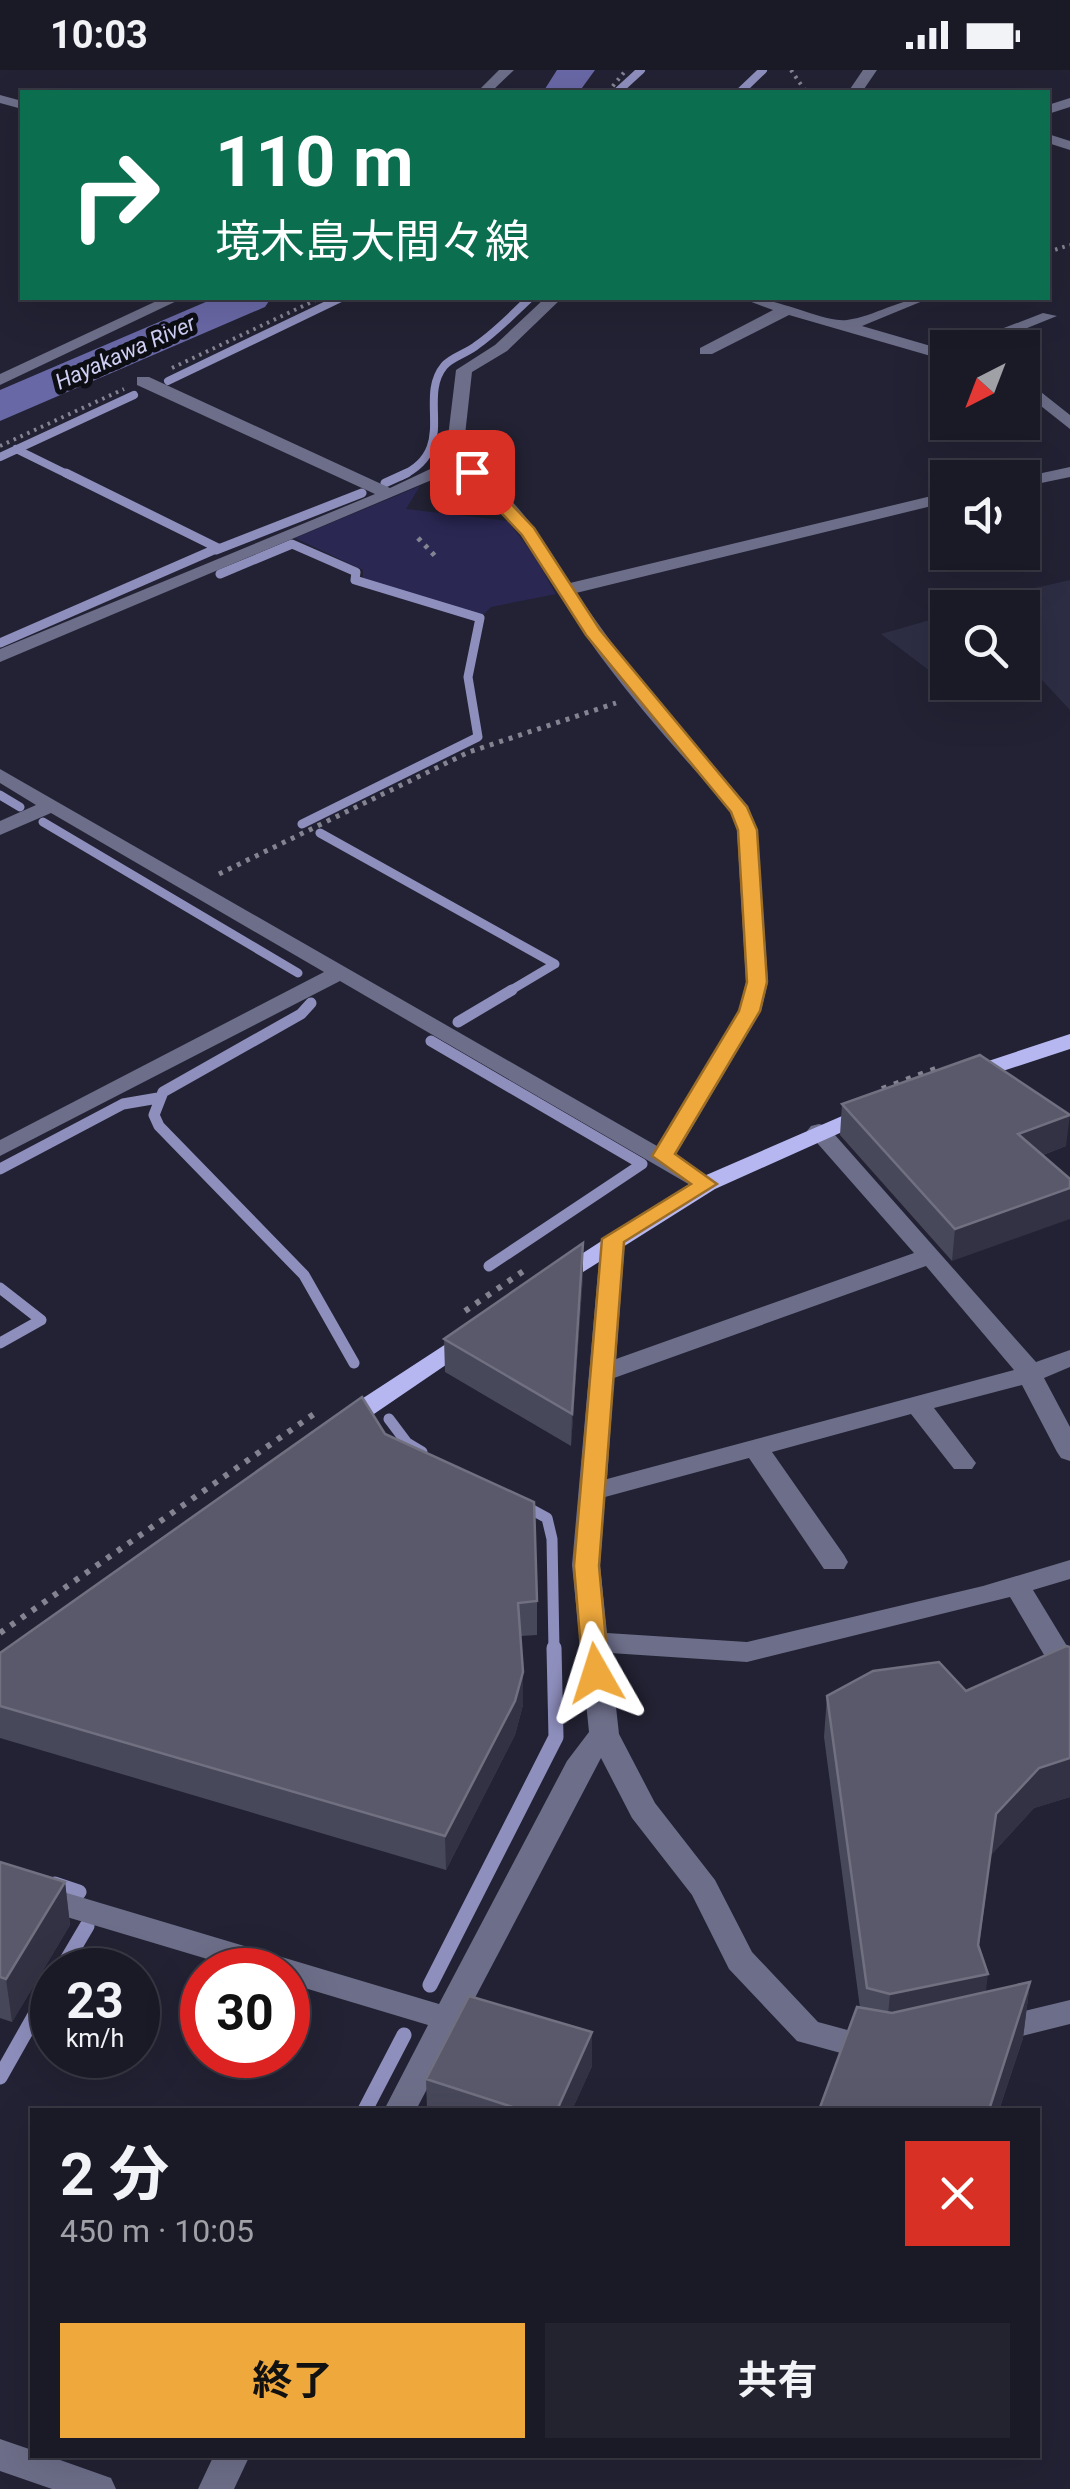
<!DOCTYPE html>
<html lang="ja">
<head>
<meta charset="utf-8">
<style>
	:root { --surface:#1a1a27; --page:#23232f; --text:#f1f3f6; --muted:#9fa1a7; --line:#383844; --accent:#eea83c }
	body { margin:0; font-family:Roboto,"Noto Sans JP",sans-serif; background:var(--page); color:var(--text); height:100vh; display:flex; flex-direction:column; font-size:38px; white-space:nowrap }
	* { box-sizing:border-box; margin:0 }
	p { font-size:32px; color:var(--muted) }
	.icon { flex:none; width:55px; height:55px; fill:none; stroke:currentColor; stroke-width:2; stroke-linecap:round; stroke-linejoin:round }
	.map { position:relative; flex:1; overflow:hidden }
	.panel { position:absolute; left:30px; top:2038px; width:1010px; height:350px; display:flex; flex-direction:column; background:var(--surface); border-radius:0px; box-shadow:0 10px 40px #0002,0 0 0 2px var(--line) }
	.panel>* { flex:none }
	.top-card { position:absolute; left:20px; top:20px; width:1030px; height:210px; border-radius:0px; box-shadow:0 10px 40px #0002,0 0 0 2px var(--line); background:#0b6e4f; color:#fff; overflow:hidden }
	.needle { width:65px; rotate:222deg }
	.tools { position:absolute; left:930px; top:260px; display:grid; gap:20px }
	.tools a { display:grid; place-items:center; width:110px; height:110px; border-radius:0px; background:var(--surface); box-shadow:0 10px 40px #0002,0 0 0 2px var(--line); font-size:50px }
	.speed { position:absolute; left:30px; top:1878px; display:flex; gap:20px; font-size:50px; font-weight:700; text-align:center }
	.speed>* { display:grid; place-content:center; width:130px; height:130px; border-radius:50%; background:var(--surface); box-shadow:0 10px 40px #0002,0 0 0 2px var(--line); line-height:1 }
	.speed small { font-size:25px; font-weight:400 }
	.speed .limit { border:15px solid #d22; background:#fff; color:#111 }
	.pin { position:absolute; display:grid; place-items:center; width:85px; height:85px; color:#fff; margin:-42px; border-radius:20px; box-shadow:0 5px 15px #0006 }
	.me { position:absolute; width:110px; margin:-55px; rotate:354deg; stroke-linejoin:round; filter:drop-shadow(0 0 8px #0008) }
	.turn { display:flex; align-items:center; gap:35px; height:210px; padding:0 30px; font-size:45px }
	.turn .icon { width:130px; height:130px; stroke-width:2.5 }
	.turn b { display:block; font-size:70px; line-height:85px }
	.round { display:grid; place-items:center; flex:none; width:105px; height:105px; border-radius:0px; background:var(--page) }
	.summary { display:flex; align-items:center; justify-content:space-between; height:170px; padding:0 30px }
	h1 { font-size:60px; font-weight:700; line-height:75px }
	.action { display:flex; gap:20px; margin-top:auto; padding:20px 30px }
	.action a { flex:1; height:115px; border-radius:0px; background:var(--accent); color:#111; font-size:40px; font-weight:700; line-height:115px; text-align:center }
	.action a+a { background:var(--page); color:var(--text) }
	.status { display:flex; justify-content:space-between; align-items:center; height:70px; padding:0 50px; background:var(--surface); direction:ltr }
	.status svg { height:28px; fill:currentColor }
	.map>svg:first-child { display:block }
	.built { fill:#2d2d44 }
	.green { fill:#2a2753 }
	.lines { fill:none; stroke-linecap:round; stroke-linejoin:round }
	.stream-far3 { stroke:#8f8fbe; stroke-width:8 }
	.stream-far2 { stroke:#8f8fbe; stroke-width:9 }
	.stream-far1 { stroke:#8f8fbe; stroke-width:11 }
	.stream { stroke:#8f8fbe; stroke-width:15 }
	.river { fill:#6968a6; fill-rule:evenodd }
	.path-far2 { stroke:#838392; stroke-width:4; stroke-dasharray:2.5 5; stroke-linecap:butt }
	.path-far1 { stroke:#838392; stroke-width:5; stroke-dasharray:4 6; stroke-linecap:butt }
	.path { stroke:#838392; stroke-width:6; stroke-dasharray:5 8; stroke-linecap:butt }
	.minor { fill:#6d6e89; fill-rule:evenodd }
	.major { fill:#b6b7f0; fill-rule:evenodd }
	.wall { fill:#48485b }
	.shaded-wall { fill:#323244 }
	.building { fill:#59596b; stroke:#707081; stroke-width:2.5 }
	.route { fill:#eea83c; stroke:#9b6d27; stroke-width:2.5 }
	.labels { text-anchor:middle; stroke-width:10; stroke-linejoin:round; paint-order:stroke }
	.far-water-label { font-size:22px; font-style:italic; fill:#cecff3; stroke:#0d0d14 }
</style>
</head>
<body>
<div class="status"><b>10:03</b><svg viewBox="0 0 49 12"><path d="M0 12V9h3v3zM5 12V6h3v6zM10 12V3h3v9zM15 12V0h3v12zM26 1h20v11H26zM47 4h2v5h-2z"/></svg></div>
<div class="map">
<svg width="1070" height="2419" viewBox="0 0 1070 2419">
	<rect width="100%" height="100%" fill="#222234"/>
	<path class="built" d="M1070 510V640L1023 590 1022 538 972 537 969 533Z
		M947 545V610L943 611 881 564Z"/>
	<path class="green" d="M420 416 406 439 508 451 535 487 556 524 491 537 483 545 414 528 363 509V500L295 468Z"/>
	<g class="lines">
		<path class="stream-far3" d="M617 22 641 0
			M740 22 763 0
			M168 311 341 228
			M16 379 71 406
			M0 387 134 325
			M401 406C459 380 417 329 444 296 451 287 468 283 477 275 496 262 513 244 530 228"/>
		<path class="stream-far2" d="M385 413 407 403
			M216 480 362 423
			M220 504 292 474 356 502 355 510 480 548 468 607 478 667 302 754
			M0 573 218 478 66 403
			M0 725 20 737
			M43 752 298 903
			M320 763 555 894 508 922"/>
		<path class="stream-far1" d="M311 933 301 944 163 1022 154 1045 159 1056 304 1205 354 1293
			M458 952 512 920
			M431 971 642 1094 489 1196
			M0 1099 123 1034 158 1028
			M0 1218 41 1250 0 1273
			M389 1349 407 1373 422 1382
			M523 1435 547 1448 552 1469 554 1580"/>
		<path class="stream" d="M55 1814 79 1822
			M61 1900 87 1856
			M430 1915 556 1667 554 1578
			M0 2007 52 1915
			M365 2040 404 1965"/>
		<path class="river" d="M557 0H595L579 22H543Z
			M215 228H271L265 237 0 351V320Z"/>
		<path class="path-far2" d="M791 0 806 22
			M608 22 626 0
			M1048 182 1070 175
			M172 298 320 228
			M0 376 124 319"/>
		<path class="path-far1" d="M418 468 437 488
			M219 804 469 682 616 633"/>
		<path class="path" d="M882 1019 941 997
			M465 1241 525 1200
			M0 1563 314 1344"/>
		<path class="minor" d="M499 0H514L491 22H477Z
			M863 0H877L862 22H848Z
			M0 25 22 31V39L0 33Z
			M1070 28V37L1048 44V35Z
			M1048 64 1070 71V80L1048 73Z
			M163 228H183L0 315V304Z
			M545 228H562L507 281 472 302 462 392C512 419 541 466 570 513L948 422V432L576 523 635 605 748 736 757 760 768 912 761 941 675 1086 718 1114 715 1119H697L340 911 0 1086V1070L324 902 51 743 0 765V751L36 735 0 713V699L657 1076 739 941 746 912 737 760 731 741C687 691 641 641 601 587 555 525 524 439 453 401L0 592V579L375 424 137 315V307H149L390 418 445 392 456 300 495 275Z
			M741 228C777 226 823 253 847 250 876 246 899 228 930 228L862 256 948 281V291L789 245 712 284H700V278L773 240Z
			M1043 243 1057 246 977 278H952Z
			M1022 307 1070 345V359L1022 321Z
			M1070 397V407L1022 417V408H1019Z
			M819 1054 827 1056 1036 1292 1070 1280V1297L1044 1308 1070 1357V1391L1061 1388 1057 1382 1022 1315 934 1338 976 1393 972 1399H954L911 1344 772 1382 844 1485 848 1492 844 1499H824L749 1388 605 1427 600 1495 607 1563 747 1572 983 1516 1070 1490V1509L1033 1520 1070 1581V1615L1060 1612 1010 1527 747 1592 610 1583 619 1664 655 1733 715 1810 752 1882 818 1952 888 1971 893 1980 888 1989 877 1993 797 1971 729 1899 692 1825 632 1748 601 1688 416 2040H384L428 1955 288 1913V1900H244L0 1827V1803L439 1934 567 1691 589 1662 572 1495 601 1169 613 1162 625 1169 616 1289 914 1183 811 1066 807 1061 811 1056ZM926 1196 1014 1300 607 1409 614 1308Z
			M1070 1930V1954L994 1973 983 1969 978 1960 983 1951Z
			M0 2369 32 2380V2385H46L111 2408 116 2419H52L0 2401Z
			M214 2385H250L234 2419H198Z"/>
		<path class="major" d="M1070 964V979L966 1013 954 1006 958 1001Z
			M872 1033 884 1040 880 1045 715 1119 564 1214 555 1217 543 1209 697 1109Z
			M472 1257 485 1265 481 1271 349 1361H331L327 1355 331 1349Z"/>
	</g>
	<path class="wall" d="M842 1034 1066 1076 1043 1085 952 1191 840 1065Z
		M583 1205 571 1376 445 1302 444 1269Z
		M385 1364 537 1531V1565L521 1566 523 1635 515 1665 446 1800 0 1668V1583Z
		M1070 1577V1727L1034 1738 991 1785 979 1876 985 1922 1030 1912 1023 1968 999 2040H819L860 1938 824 1667 827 1626 966 1621Z
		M0 1792 65 1812 70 1855 12 1952 0 1948Z
		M592 1996 572 2040H427L426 2009Z"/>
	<path class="shaded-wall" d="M1070 1045 1066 1076 1015 1095 1018 1064Z
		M1070 1118V1149L952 1191 955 1159Z
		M583 1173V1205L571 1376 572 1344Z
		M523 1602V1635L515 1665 446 1800 445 1766Z
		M1070 1688V1727L1034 1738 991 1785 975 1907 988 1904 983 1945 886 1965 890 1924 996 1744 1039 1698Z
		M65 1812 70 1855 12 1952 6 1909Z
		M1030 1912 1023 1968 999 2040H989Z
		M592 1962V1996L572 2040H557Z"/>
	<path class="building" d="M980 985 1070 1045 1018 1064 1070 1109V1118L955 1159 842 1034Z
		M583 1173 572 1344 444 1269Z
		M362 1327 385 1364 534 1432 537 1531 518 1533 523 1602 515 1631 445 1766 0 1636V1583Z
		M1066 1576 1070 1577V1688L1039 1698 996 1744 978 1875 988 1904 890 1924 867 1918 827 1626 873 1601 939 1592 966 1621Z
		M0 1792 65 1812 6 1909 0 1907Z
		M1030 1912 989 2040H819L857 1937 892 1943Z
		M469 1926 592 1962 557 2040H522L426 2009Z"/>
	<path class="route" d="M466 398H477L534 458 600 560 747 737 757 760 767 912 760 941 675 1084 717 1114 624 1172 599 1496 609 1603 605 1609H587L583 1603 574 1496 602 1169 691 1114 652 1086 739 941 747 912 738 760 731 742 586 565 522 465 466 405Z"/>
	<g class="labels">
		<g class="far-water-label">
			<text transform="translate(125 282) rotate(-24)" y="8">Hayakawa River</text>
		</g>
	</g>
</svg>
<div class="tools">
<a><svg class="needle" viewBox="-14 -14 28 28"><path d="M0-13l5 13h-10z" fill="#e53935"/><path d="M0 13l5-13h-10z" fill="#9fa1a7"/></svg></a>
<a><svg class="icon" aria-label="sound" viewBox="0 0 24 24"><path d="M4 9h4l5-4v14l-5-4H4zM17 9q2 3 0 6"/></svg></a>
<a><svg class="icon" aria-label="search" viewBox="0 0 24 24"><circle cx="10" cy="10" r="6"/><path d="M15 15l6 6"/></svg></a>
</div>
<div class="speed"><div>23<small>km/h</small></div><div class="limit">30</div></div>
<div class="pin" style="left:472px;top:402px;background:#d93025"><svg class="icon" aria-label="arrive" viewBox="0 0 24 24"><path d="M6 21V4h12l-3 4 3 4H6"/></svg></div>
<svg class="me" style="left:596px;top:1603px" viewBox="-20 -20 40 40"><path d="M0-17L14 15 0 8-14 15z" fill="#eea83c" stroke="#fff" stroke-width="4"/></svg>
<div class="top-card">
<div class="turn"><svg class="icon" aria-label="right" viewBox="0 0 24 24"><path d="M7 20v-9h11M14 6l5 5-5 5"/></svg><div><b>110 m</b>境木島大間々線</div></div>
</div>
<section class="panel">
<div class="summary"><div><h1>2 分</h1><p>450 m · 10:05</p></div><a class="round" style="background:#d93025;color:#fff"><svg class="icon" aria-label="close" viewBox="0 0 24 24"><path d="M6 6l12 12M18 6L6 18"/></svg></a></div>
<div class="action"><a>終了</a><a>共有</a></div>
</section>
</div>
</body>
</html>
········
WORK TASK:
Say the number of lines in the entries that have the string "limit", and only that.

WORKED SOLUTION:
2